I want to stress the following fact that many people seem to forget.  Facebook, arguably the largest single impact on social economies, launched to the public in 2006.  It turned a profit in 2009.  We are pretty much only 5 years into the “social media” phase.  Anything before this time was considered niche and geeky.  I consider this the watershed moment for social economies.

So back to basics.  Before MMOs we had D&D and tabletop games (like Warhammer).  These were competitive games certainly, but operated with a set of rules rather than a pre-defined path.  There was no “one right way” to run an Orc army.  This meant that strategies and discussion occurred between the players and that the actually gameplay was secondary to the social interactions.  I didn’t play D&D with strangers just to get a D&D fix.  I played with friends.

MUDs came about and for the most part were based on D&D structure, minus the grouping aspect.  They were glorified chatrooms really – like IRC in the day.  Ultima Online was the first (not really, Meridian 59 was there before) game to provide a fully interactive game with social elements.  Launched in 1997, these were the dial-up days.  A lot stunk about the game but there was freedom, lots of freedom.  Social boundaries were established quickly – PvP clans, villages, mentors, dungeon runs.  You could play alone but again since there was not destined path, people naturally got together to try new things.

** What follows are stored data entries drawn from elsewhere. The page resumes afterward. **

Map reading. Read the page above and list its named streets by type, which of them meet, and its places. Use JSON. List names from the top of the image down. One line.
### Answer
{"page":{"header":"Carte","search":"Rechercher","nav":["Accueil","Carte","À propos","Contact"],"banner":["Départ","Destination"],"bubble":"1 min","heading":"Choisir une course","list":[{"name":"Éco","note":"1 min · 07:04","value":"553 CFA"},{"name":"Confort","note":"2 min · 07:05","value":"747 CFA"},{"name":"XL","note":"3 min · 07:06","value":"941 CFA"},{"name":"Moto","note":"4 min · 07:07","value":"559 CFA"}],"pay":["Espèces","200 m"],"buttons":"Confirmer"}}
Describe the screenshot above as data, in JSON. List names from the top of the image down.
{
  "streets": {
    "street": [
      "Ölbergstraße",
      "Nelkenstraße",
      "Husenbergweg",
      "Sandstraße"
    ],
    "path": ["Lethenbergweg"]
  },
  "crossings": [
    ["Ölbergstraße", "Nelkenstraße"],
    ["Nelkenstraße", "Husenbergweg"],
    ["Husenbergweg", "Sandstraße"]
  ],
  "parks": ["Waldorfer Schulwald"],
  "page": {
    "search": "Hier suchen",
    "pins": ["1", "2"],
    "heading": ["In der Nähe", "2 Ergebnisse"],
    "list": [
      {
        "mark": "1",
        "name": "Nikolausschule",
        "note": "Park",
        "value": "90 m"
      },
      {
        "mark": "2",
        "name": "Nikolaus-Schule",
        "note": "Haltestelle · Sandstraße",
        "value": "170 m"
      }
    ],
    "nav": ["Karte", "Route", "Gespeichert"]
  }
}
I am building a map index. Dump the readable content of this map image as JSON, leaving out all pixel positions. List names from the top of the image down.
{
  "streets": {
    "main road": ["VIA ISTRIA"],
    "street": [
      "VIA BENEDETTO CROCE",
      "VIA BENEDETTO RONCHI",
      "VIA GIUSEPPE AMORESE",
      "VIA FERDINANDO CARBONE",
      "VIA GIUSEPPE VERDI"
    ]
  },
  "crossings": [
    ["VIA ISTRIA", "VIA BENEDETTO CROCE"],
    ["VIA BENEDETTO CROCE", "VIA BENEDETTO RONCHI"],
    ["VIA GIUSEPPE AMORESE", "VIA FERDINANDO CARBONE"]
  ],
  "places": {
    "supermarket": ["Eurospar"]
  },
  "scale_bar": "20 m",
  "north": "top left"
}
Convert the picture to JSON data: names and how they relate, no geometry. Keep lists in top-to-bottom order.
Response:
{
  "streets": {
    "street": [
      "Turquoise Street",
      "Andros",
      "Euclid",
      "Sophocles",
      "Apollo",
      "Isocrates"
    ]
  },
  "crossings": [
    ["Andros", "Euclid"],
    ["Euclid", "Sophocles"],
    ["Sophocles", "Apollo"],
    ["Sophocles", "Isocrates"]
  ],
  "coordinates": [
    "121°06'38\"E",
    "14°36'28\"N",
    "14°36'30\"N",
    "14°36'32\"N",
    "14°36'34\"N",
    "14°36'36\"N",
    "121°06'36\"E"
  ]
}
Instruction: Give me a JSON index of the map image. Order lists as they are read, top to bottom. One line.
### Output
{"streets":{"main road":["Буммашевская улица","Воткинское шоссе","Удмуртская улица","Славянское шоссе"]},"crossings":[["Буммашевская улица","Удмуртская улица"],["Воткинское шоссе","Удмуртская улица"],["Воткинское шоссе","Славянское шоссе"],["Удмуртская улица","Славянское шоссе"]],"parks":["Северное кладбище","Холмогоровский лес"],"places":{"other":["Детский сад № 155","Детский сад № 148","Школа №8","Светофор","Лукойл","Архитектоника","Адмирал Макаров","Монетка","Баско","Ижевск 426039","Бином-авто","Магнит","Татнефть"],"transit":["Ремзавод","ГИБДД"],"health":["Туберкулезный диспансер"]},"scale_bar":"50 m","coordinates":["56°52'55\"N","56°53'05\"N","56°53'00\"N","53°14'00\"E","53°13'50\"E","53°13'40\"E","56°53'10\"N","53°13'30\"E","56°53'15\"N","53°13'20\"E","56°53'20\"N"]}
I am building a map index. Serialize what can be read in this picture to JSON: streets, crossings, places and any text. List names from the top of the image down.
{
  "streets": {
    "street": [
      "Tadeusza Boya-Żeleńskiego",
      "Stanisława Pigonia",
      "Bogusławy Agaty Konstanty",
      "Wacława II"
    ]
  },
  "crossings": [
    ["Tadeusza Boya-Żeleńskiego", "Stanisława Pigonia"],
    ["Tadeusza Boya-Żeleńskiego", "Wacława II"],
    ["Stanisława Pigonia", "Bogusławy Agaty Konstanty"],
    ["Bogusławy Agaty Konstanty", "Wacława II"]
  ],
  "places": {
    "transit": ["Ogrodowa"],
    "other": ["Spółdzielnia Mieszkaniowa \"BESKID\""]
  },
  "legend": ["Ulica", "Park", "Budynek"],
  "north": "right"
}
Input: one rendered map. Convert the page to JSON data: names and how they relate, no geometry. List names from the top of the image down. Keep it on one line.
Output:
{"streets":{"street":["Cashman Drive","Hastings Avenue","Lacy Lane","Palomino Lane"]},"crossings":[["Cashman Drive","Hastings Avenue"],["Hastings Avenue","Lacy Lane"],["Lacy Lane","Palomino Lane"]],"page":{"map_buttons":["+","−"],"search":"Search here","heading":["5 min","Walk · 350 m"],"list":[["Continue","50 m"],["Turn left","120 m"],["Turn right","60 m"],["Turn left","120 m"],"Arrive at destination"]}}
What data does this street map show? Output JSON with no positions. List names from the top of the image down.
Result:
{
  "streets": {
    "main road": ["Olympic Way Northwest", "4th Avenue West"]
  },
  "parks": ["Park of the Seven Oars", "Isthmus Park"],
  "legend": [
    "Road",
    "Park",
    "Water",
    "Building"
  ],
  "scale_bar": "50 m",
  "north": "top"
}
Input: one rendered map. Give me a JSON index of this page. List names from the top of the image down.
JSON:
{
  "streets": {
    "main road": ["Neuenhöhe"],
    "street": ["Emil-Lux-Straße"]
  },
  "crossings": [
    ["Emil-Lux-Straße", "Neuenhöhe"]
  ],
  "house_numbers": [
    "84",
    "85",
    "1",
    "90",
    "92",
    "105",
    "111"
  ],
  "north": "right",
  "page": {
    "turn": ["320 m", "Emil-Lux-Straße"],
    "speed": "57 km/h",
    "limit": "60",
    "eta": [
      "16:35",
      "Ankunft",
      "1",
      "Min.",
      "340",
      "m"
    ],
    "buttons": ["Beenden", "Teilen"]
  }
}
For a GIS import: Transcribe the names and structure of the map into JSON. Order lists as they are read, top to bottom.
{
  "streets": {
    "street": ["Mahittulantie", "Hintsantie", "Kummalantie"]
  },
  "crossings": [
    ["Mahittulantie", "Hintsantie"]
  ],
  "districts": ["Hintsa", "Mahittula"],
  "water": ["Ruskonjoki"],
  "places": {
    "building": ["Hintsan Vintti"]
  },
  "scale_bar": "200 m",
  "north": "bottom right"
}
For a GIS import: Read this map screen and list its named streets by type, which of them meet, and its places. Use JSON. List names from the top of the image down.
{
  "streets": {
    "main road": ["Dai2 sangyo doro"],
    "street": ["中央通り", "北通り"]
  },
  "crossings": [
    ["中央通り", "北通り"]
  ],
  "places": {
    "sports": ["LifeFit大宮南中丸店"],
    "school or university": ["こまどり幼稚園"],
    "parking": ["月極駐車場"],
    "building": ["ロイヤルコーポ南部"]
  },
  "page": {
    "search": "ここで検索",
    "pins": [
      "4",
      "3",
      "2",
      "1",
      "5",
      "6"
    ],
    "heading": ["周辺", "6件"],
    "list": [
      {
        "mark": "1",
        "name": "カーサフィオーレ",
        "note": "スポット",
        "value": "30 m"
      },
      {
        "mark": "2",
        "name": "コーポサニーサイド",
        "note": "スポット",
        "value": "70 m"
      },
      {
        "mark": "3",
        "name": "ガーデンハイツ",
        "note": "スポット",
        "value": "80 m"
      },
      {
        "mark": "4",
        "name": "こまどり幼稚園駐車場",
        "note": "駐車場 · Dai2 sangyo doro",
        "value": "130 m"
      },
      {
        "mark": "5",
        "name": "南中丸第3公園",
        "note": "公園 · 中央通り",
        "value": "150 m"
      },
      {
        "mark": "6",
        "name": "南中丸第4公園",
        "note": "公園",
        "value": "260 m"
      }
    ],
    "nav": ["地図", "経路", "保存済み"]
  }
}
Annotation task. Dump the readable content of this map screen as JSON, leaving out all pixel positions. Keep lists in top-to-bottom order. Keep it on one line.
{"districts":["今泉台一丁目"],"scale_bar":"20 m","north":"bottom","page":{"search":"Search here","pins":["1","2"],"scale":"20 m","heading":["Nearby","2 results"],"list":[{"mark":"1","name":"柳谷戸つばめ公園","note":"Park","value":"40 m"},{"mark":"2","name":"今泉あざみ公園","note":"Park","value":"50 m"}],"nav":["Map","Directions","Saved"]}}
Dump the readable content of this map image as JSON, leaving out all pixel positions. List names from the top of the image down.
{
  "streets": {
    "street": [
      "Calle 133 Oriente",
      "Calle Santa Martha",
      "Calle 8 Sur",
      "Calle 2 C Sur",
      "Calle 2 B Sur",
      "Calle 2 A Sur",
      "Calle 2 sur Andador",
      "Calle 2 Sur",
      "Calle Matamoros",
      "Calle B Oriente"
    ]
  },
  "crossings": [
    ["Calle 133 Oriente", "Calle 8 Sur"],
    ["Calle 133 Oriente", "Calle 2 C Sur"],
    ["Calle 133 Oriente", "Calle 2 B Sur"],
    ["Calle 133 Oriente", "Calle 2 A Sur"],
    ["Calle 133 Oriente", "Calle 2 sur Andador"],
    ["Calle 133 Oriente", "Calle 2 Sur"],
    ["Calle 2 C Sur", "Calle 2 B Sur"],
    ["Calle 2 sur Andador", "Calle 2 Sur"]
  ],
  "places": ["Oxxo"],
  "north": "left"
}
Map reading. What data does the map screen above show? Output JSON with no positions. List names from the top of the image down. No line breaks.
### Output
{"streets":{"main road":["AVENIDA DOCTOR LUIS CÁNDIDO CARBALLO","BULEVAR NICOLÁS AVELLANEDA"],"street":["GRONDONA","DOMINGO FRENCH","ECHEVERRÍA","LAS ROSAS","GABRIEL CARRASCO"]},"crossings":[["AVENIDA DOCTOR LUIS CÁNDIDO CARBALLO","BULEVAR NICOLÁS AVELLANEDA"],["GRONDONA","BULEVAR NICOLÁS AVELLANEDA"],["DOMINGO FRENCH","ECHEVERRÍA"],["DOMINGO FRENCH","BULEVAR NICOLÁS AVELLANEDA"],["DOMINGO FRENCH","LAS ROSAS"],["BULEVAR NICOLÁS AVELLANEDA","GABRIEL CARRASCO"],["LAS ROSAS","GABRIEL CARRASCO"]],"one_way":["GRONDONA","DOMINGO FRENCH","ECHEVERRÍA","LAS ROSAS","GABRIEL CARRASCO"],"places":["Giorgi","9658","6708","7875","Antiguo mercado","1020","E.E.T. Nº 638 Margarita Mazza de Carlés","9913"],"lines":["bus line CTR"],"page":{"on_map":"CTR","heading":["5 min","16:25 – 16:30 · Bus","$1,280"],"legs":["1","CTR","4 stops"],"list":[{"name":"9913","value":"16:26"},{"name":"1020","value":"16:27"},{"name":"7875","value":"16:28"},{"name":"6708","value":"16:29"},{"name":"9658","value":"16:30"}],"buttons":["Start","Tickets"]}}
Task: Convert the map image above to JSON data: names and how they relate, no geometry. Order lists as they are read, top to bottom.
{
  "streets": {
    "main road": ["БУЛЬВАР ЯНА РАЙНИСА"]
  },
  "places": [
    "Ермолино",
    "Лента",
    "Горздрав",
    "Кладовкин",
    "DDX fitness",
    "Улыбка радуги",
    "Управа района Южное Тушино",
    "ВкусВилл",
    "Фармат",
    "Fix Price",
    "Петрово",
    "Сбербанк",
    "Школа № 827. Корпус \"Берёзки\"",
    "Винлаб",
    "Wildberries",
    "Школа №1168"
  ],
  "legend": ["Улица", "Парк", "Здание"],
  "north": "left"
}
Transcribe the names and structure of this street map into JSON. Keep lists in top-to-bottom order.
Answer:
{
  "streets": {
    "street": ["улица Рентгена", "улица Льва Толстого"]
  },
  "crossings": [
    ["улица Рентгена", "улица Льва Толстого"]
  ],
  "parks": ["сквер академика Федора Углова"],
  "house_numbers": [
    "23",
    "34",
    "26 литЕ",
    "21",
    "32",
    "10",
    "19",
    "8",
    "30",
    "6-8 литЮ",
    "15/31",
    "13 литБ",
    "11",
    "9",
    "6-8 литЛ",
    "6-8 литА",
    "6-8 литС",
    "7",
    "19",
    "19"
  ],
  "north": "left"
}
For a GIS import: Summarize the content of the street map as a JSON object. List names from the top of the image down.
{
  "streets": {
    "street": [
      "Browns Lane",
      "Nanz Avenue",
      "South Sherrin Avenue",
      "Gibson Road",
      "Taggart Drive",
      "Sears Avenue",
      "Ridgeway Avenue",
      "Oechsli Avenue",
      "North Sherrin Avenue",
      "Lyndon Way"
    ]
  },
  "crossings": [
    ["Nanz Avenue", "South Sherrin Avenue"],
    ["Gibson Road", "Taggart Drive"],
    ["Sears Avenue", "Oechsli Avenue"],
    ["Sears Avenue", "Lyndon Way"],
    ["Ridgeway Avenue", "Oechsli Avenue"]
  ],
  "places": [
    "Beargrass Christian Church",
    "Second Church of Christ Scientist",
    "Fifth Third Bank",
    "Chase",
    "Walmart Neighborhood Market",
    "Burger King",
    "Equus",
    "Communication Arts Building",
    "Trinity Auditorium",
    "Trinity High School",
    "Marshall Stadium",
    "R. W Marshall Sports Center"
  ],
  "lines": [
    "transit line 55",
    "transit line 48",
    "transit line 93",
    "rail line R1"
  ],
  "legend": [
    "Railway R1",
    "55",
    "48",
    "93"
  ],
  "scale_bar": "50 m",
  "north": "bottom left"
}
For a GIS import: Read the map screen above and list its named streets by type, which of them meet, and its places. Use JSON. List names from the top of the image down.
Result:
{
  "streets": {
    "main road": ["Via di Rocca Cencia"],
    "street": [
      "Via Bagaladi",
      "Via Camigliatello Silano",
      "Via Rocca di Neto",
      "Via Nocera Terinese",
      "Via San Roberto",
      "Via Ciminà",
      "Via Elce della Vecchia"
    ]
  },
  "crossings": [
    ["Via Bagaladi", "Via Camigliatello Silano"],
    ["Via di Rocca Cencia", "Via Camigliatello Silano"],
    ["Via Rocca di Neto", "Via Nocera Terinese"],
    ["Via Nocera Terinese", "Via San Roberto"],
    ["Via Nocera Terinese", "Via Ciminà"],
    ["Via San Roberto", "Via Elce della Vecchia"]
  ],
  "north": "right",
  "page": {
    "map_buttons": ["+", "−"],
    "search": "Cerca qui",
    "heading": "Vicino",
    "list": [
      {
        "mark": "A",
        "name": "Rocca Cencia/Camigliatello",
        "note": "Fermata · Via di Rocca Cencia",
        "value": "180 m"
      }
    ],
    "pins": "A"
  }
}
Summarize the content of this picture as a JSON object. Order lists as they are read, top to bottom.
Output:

Remember ICQ, MSN & AIM?  That was the Facebook of the day.  Ventrilo, Mumble and Skype all came later.  General chat channels didn’t exist until EQ.  PHPBB was making thousands on guild websites.  If you wanted to talk to someone, you did it on the web, not in-game.  This also meant that the social bonds you made were available in other games and at times where you were not playing at all.  You didn’t need to play EQ to keep in touch with your UO friends.

If you look back before 2006, contact with people not in physical proximity was technically challenging: you needed hard to find quality internet, a desktop application (or website forum), non-game related contact information and good typing skills.  This “barrier to entry” meant that those who were in the game, wanted to be in the game and had a vested interest.  They wanted to participate in the social economy of the day and made the non-negligible effort to get there.  Up until 2006, there was common ground to build on.